Given information:
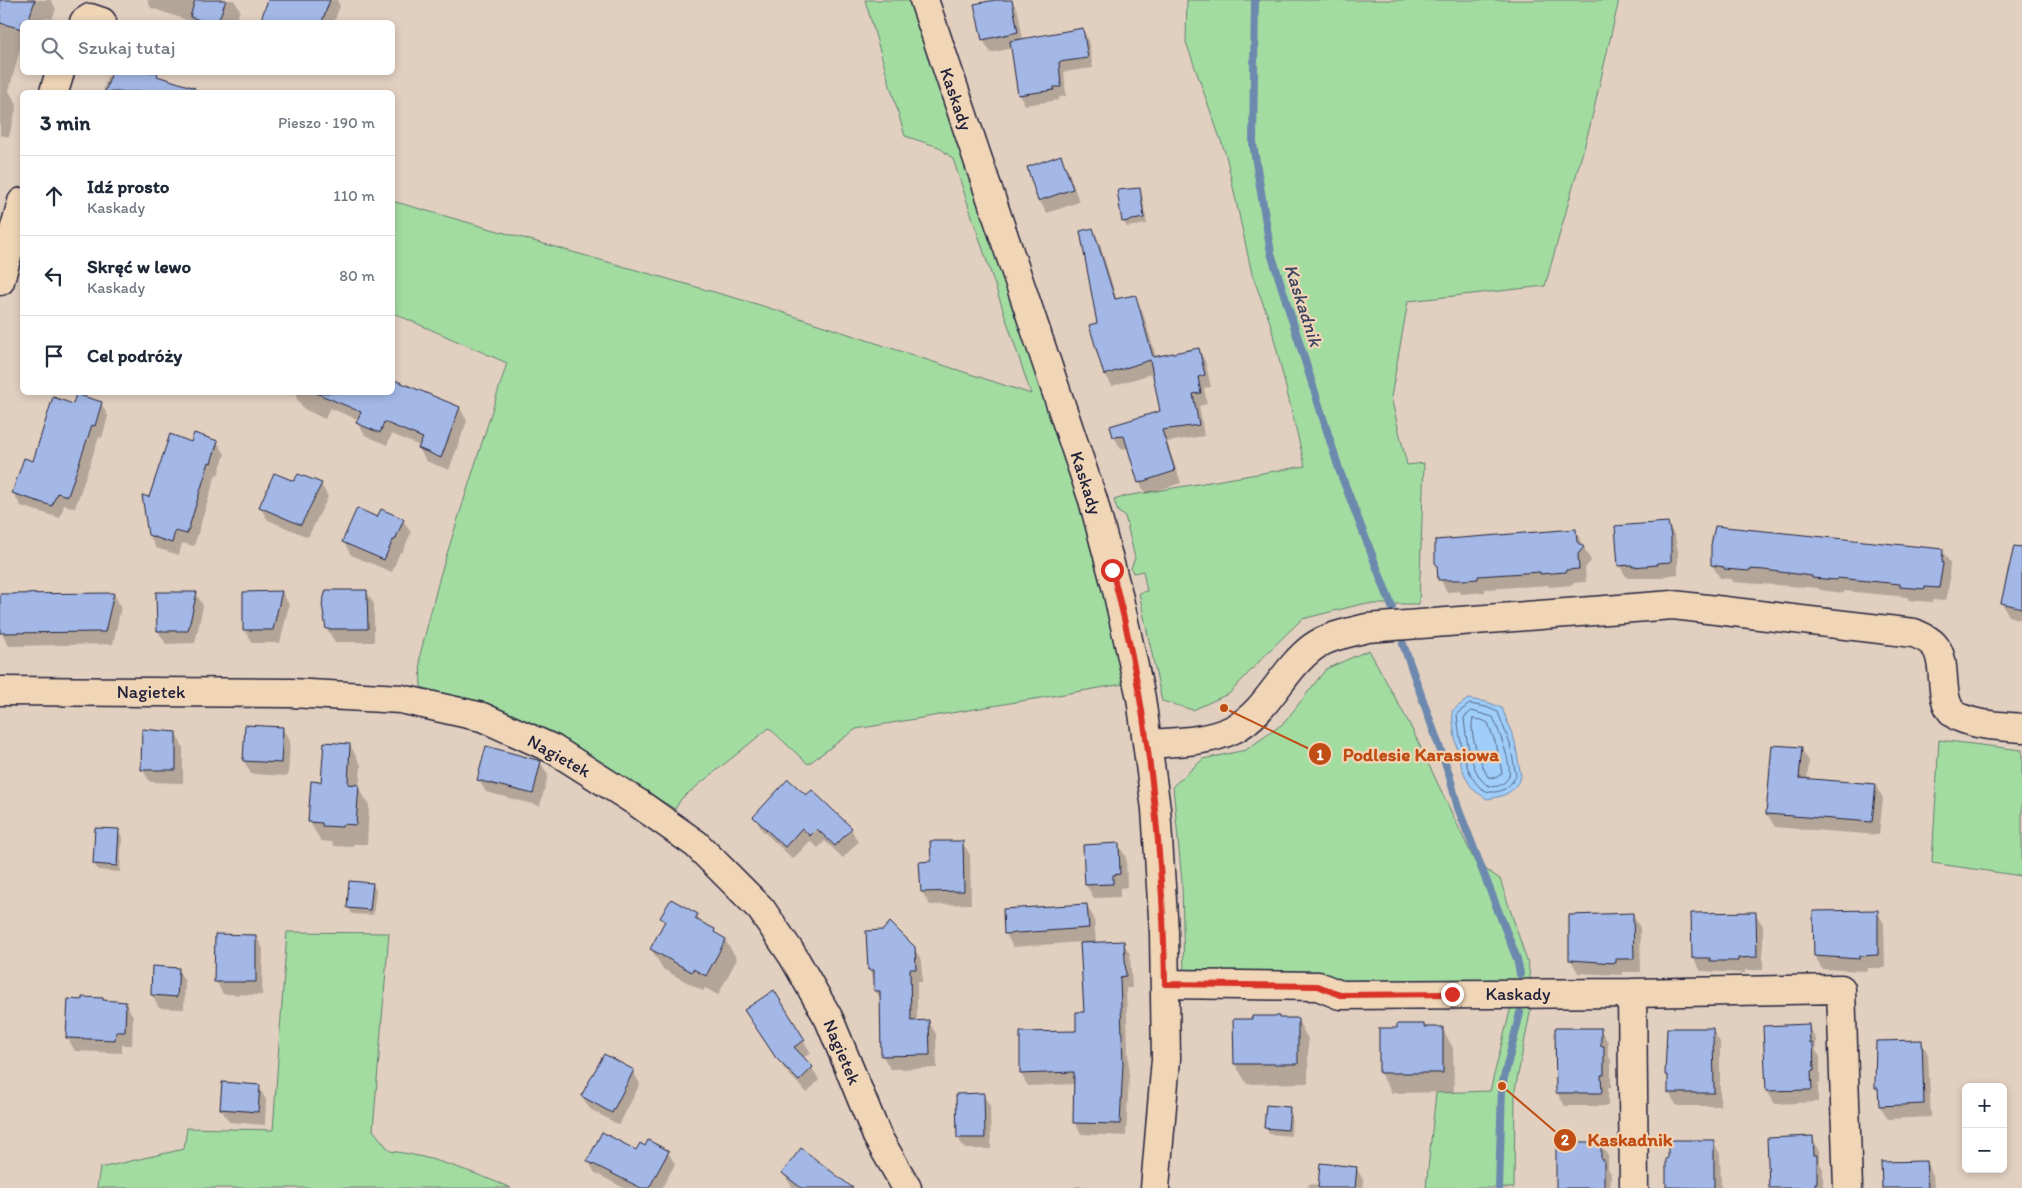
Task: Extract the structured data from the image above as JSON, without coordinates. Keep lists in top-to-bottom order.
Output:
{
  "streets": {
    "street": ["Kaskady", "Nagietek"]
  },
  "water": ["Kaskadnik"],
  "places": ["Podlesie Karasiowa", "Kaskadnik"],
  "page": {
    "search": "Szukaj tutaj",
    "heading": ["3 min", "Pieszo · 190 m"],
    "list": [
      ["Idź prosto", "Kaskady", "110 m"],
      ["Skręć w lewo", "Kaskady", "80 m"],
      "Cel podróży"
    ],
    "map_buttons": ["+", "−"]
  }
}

About this exercise: Everything in the listing above except the pictures should be duplicated exactly.

Answer to the exercise:
Task: Extract the structured data from the image above as JSON, without coordinates. Keep lists in top-to-bottom order.
Output:
{
  "streets": {
    "street": ["Kaskady", "Nagietek"]
  },
  "water": ["Kaskadnik"],
  "places": ["Podlesie Karasiowa", "Kaskadnik"],
  "page": {
    "search": "Szukaj tutaj",
    "heading": ["3 min", "Pieszo · 190 m"],
    "list": [
      ["Idź prosto", "Kaskady", "110 m"],
      ["Skręć w lewo", "Kaskady", "80 m"],
      "Cel podróży"
    ],
    "map_buttons": ["+", "−"]
  }
}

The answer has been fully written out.